Now is better. Let now check for invalid value. An invalid value is a value smaller than or equal to 0. If we don't remove such values they can "break" the training models for example - they can cause overfitting. We are going to get only the players with positive value.

In [5]:
players_data = players_data.loc[players_data.Value > 0]
players_data.shape

(17725, 74)

We have removed over 200 invalid for our case entries. Let's now make the same thing but for the players overall.

In [6]:
players_data = players_data.loc[players_data.Overall > 0]
players_data.shape

(17725, 74)

The Overall is valid.
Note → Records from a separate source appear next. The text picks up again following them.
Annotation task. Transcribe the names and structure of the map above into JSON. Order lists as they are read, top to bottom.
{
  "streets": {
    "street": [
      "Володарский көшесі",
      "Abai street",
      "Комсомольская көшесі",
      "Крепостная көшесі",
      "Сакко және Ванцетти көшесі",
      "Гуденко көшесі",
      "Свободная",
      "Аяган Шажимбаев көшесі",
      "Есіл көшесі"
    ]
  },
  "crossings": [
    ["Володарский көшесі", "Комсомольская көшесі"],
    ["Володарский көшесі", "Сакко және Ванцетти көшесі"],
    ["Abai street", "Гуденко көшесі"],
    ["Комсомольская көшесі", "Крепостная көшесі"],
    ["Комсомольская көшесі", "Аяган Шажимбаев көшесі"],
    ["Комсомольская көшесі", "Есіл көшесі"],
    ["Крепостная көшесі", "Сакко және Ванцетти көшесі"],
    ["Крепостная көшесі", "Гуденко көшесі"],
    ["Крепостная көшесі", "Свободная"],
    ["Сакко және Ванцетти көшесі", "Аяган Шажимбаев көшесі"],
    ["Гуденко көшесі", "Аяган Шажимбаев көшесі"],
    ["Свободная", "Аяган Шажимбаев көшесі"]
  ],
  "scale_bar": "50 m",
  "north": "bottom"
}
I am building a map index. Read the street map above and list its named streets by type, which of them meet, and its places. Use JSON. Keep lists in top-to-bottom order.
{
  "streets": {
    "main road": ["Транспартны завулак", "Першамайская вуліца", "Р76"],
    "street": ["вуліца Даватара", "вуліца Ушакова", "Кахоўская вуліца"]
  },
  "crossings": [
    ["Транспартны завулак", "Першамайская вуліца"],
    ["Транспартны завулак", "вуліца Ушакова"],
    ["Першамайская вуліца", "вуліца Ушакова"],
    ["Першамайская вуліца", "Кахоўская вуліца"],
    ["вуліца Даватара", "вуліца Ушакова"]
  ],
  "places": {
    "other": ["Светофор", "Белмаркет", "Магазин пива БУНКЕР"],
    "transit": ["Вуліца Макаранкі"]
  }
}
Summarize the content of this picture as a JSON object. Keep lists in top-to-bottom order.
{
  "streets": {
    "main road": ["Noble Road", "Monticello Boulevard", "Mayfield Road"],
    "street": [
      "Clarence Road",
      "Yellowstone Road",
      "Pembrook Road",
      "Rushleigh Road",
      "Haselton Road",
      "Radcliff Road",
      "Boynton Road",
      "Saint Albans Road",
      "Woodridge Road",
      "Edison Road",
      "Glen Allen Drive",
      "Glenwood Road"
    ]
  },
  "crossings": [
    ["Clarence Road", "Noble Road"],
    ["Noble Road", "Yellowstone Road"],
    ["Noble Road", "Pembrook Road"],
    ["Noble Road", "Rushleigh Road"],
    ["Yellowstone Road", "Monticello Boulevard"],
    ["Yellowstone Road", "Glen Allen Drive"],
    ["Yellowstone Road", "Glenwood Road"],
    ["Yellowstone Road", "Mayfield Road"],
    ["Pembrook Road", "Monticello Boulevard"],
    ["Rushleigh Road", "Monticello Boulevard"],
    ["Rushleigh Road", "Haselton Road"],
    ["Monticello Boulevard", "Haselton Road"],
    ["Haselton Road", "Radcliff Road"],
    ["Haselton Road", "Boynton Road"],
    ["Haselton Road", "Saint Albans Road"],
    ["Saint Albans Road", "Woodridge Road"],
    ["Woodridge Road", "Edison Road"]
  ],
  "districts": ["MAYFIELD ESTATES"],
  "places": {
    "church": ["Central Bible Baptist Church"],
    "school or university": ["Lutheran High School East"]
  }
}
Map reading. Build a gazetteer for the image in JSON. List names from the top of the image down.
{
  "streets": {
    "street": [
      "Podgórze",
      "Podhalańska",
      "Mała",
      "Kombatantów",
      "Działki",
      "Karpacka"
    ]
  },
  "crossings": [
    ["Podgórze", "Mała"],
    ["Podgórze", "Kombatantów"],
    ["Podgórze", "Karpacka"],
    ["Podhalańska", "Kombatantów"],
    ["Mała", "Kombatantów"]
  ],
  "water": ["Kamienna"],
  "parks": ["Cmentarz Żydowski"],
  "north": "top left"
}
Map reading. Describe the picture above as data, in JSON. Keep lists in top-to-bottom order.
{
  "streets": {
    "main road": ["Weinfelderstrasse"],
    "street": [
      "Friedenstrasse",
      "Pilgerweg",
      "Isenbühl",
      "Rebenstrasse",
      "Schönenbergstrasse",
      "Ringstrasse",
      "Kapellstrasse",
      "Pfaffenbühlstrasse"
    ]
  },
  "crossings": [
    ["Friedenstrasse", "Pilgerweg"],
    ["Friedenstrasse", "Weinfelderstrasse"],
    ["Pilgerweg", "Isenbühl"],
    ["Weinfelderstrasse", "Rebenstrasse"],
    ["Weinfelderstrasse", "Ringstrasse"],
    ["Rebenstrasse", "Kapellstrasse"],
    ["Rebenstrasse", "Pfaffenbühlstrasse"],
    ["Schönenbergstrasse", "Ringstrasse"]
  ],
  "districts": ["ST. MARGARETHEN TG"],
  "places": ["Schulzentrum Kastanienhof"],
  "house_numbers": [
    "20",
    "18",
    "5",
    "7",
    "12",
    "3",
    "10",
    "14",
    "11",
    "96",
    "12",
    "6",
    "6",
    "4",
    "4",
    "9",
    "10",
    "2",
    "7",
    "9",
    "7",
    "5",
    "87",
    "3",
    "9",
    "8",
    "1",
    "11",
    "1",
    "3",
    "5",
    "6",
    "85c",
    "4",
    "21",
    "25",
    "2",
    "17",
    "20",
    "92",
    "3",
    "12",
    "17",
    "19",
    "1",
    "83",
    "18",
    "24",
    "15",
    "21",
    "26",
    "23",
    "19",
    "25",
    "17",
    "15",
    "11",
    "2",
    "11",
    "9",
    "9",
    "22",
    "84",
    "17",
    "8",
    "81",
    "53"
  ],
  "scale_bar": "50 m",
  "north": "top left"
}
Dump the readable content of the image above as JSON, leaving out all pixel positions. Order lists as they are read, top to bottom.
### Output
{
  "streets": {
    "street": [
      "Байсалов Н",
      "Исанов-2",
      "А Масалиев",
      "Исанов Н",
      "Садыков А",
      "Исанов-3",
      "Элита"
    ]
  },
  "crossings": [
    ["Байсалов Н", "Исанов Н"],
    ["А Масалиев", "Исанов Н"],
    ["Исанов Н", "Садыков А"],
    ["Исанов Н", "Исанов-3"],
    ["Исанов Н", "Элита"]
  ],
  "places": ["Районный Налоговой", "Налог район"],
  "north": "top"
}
Let's now remove all non-numeric entries from the skills columns.

In [18]:
def remove_non_numeric_entries(dataset, column):
    """
    Remove all non-numeric entries in the column of the dataset
    """
    def between_1_and_99(s):
        try:
            n = int(s)
            return (1 <= n and n <= 99)
        except ValueError:
            return False
        
    dataset = dataset.loc[players_data[column].apply(lambda x: between_1_and_99(x))]
 
    dataset[column] = dataset[column].astype('int')
    
    return dataset

In [28]:
skills = ['Acceleration',
       'Aggression', 'Agility', 'Balance', 'Composure',
       'Crossing', 'Curve', 'Dribbling', 'Finishing', 'Ball control','Free kick accuracy',
       'GK diving', 'GK handling', 'GK kicking', 'GK positioning',
       'GK reflexes', 'Heading accuracy', 'Interceptions', 'Jumping',
       'Long passing', 'Long shots', 'Marking', 'Penalties', 'Positioning','Reactions', 'Short passing', 'Shot power', 'Sliding tackle',
       'Sprint speed','Stamina', 'Standing tackle', 'Strength', 'Vision',
       'Volleys']

for skill in skills:
    players_data = remove_non_numeric_entries(players_data,skill)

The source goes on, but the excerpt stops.